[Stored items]
........

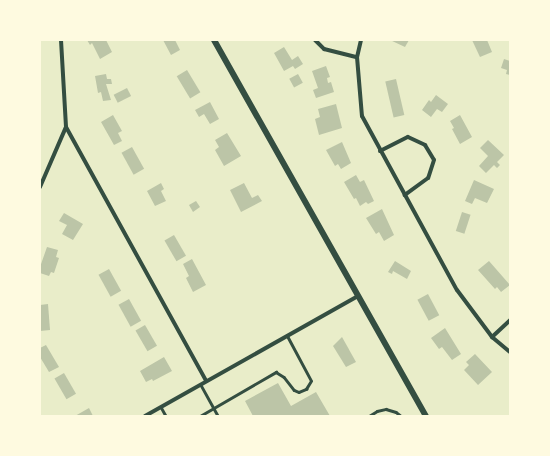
<!DOCTYPE html>
<style>
body{margin:0}
#map{position:relative;width:550px;height:456px;overflow:hidden;background:#e9edc9;font-family:"Alegreya Sans",sans-serif}
div>[style]{position:absolute}
[style*='--x']{left:calc(var(--x)*1px);top:calc(var(--y)*1px);width:calc(var(--w)*1px);rotate:calc(var(--a)*1deg)}
.building>*{inset:0;background:#bcc5a7;transform-origin:0 0}
.service>*{height:2.5px;margin:-1.25px;padding:0 1.25px;transform-origin:1.25px;border-radius:1.25px;background:#344e41}
.minor>*{height:4px;margin:-2px;padding:0 2px;transform-origin:2px;border-radius:2px;background:#344e41}
.secondary>*{height:6px;margin:-3px;padding:0 3px;transform-origin:3px;border-radius:3px;background:#344e41}
span{translate:-50% -50%;white-space:nowrap;text-align:center;line-height:1.15;-webkit-text-stroke:3px #fefae0;paint-order:stroke}
.frame{position:absolute;inset:0;border:41px solid #fefae0;pointer-events:none}
</style>
<div id="map">
<div class="building">
<div style="clip-path:polygon(87px 40px,106px 40px,112px 52px,100px 59px,92px 43px,90px 45px)"></div>
<div style="clip-path:polygon(163px 40px,175px 40px,180px 50px,171px 55px)"></div>
<div style="clip-path:polygon(390px 40px,409px 40px,405px 47px)"></div>
<div style="clip-path:polygon(472px 40px,487px 40px,492px 52px,480px 57px)"></div>
<div style="clip-path:polygon(284px 47px,292px 60px,298px 56px,303px 64px,295px 69px,293px 66px,284px 71px,274px 53px)"></div>
<div style="clip-path:polygon(504px 59px,510px 61px,510px 75px,506px 74px,507px 70px,501px 68px)"></div>
<div style="clip-path:polygon(326px 66px,330px 77px,327px 78px,328px 83px,331px 82px,334px 92px,316px 98px,313px 90px,318px 88px,312px 71px)"></div>
<div style="left:187px;top:70px;width:26px;height:12px;rotate:59deg"></div>
<div style="clip-path:polygon(106px 74px,107px 79px,111px 79px,112px 84px,106px 84px,111px 100px,103px 101px,101px 92px,98px 93px,95px 76px)"></div>
<div style="left:298px;top:74px;width:10px;height:10px;rotate:61deg"></div>
<div style="left:396px;top:79px;width:37px;height:11px;rotate:77deg"></div>
<div style="left:127px;top:88px;width:9px;height:15px;rotate:63deg"></div>
<div style="clip-path:polygon(436px 95px,448px 104px,442px 112px,437px 109px,431px 117px,422px 110px,429px 100px,431px 102px)"></div>
<div style="clip-path:polygon(210px 102px,219px 119px,210px 124px,204px 114px,199px 117px,195px 110px)"></div>
<div style="clip-path:polygon(336px 104px,342px 128px,319px 135px,315px 119px,320px 117px,318px 109px)"></div>
<div style="clip-path:polygon(113px 115px,122px 131px,118px 133px,122px 141px,114px 145px,101px 122px)"></div>
<div style="clip-path:polygon(460px 115px,472px 137px,460px 144px,452px 129px,454px 128px,450px 121px)"></div>
<div style="clip-path:polygon(227px 133px,241px 156px,224px 166px,215px 150px,219px 147px,215px 140px)"></div>
<div style="clip-path:polygon(488px 140px,504px 155px,497px 162px,500px 165px,497px 168px,494px 165px,486px 173px,479px 166px,488px 156px,480px 148px)"></div>
<div style="clip-path:polygon(342px 142px,351px 163px,341px 169px,338px 164px,335px 166px,326px 150px)"></div>
<div style="left:132px;top:147px;width:25px;height:12px;rotate:61deg"></div>
<div style="clip-path:polygon(356px 175px,360px 182px,364px 180px,374px 201px,368px 204px,366px 202px,360px 206px,356px 198px,354px 199px,344px 182px)"></div>
<div style="clip-path:polygon(474px 180px,494px 189px,487px 203px,475px 198px,472px 204px,465px 201px)"></div>
<div style="clip-path:polygon(161px 183px,164px 189px,161px 191px,166px 201px,155px 206px,147px 191px)"></div>
<div style="clip-path:polygon(244px 183px,252px 198px,258px 195px,262px 201px,241px 212px,230px 190px)"></div>
<div style="clip-path:polygon(196px 201px,200px 207px,193px 212px,189px 205px)"></div>
<div style="clip-path:polygon(382px 209px,394px 235px,384px 241px,379px 232px,376px 234px,366px 218px)"></div>
<div style="left:462px;top:212px;width:9px;height:20px;rotate:18deg"></div>
<div style="clip-path:polygon(64px 213px,83px 224px,73px 240px,62px 234px,67px 225px,59px 221px)"></div>
<div style="left:174px;top:235px;width:24px;height:11px;rotate:60deg"></div>
<div style="clip-path:polygon(47px 247px,58px 250px,56px 257px,59px 258px,54px 273px,51px 272px,49px 276px,40px 273px,40px 267px)"></div>
<div style="clip-path:polygon(192px 259px,206px 285px,193px 292px,186px 278px,189px 276px,183px 264px)"></div>
<div style="clip-path:polygon(395px 261px,411px 271px,407px 279px,393px 271px,392px 274px,388px 272px)"></div>
<div style="clip-path:polygon(489px 261px,510px 285px,501px 292px,497px 287px,495px 289px,478px 270px)"></div>
<div style="left:109px;top:269px;width:25px;height:12px;rotate:61deg"></div>
<div style="left:428px;top:294px;width:24px;height:12px;rotate:62deg"></div>
<div style="left:129px;top:299px;width:25px;height:12px;rotate:61deg"></div>
<div style="clip-path:polygon(48px 304px,50px 330px,40px 331px,40px 305px)"></div>
<div style="left:145px;top:325px;width:24px;height:11px;rotate:60deg"></div>
<div style="clip-path:polygon(445px 328px,461px 354px,452px 360px,442px 347px,439px 349px,431px 338px)"></div>
<div style="clip-path:polygon(342px 337px,356px 362px,346px 367px,333px 346px)"></div>
<div style="clip-path:polygon(46px 345px,59px 367px,49px 372px,40px 357px,40px 348px)"></div>
<div style="clip-path:polygon(475px 354px,492px 372px,478px 385px,464px 370px,469px 365px,466px 362px)"></div>
<div style="clip-path:polygon(164px 357px,172px 371px,153px 381px,152px 379px,146px 382px,140px 371px)"></div>
<div style="left:64px;top:373px;width:24px;height:11px;rotate:60deg"></div>
<div style="clip-path:polygon(278px 383px,291px 406px,316px 392px,330px 416px,253px 416px,245px 401px)"></div>
<div style="clip-path:polygon(89px 408px,93px 416px,75px 416px)"></div>
</div>
<div class="service">
<div style="--x:201;--y:385;--w:35;--a:61"></div>
<div style="--x:161;--y:407;--w:10;--a:61"></div>
<div style="--x:200;--y:416;--w:88;--a:-30.1"></div>
<div style="--x:276;--y:372;--w:9;--a:32"></div>
<div style="--x:284;--y:377;--w:16;--a:52"></div>
<div style="--x:294;--y:390;--w:5;--a:22"></div>
<div style="--x:299;--y:392;--w:8;--a:-23"></div>
<div style="--x:306;--y:389;--w:9;--a:-58"></div>
<div style="--x:311;--y:381;--w:51;--a:-118.1"></div>
<div style="--x:369;--y:416;--w:9;--a:-32"></div>
<div style="--x:377;--y:411;--w:9;--a:-13"></div>
<div style="--x:386;--y:409;--w:10;--a:17"></div>
<div style="--x:396;--y:412;--w:6;--a:39"></div>
</div>
<div class="minor">
<div style="--x:61;--y:40;--w:87;--a:86.7"></div>
<div style="--x:66;--y:127;--w:290;--a:61.1"></div>
<div style="--x:315;--y:40;--w:13;--a:45"></div>
<div style="--x:324;--y:49;--w:34;--a:14"></div>
<div style="--x:361;--y:40;--w:17;--a:103"></div>
<div style="--x:357;--y:57;--w:59;--a:85.2"></div>
<div style="--x:362;--y:116;--w:198;--a:61.4"></div>
<div style="--x:457;--y:290;--w:59;--a:53.3"></div>
<div style="--x:492;--y:337;--w:23;--a:40"></div>
<div style="--x:380;--y:151;--w:31;--a:-27"></div>
<div style="--x:408;--y:137;--w:19;--a:25"></div>
<div style="--x:425;--y:145;--w:17;--a:59"></div>
<div style="--x:434;--y:160;--w:19;--a:108"></div>
<div style="--x:428;--y:178;--w:29;--a:144"></div>
<div style="--x:40;--y:187;--w:65;--a:-66.6"></div>
<div style="--x:492;--y:337;--w:25;--a:-43"></div>
<div style="--x:145;--y:416;--w:244;--a:-29.4"></div>
</div>
<div class="secondary">
<div style="--x:214;--y:40;--w:432;--a:60.6"></div>
</div>
<div class="frame"></div>
</div>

........

Your job is to return all lines above that hold the word "margin".

body{margin:0}
.service>*{height:2.5px;margin:-1.25px;padding:0 1.25px;transform-origin:1.25px;border-radius:1.25px;background:#344e41}
.minor>*{height:4px;margin:-2px;padding:0 2px;transform-origin:2px;border-radius:2px;background:#344e41}
.secondary>*{height:6px;margin:-3px;padding:0 3px;transform-origin:3px;border-radius:3px;background:#344e41}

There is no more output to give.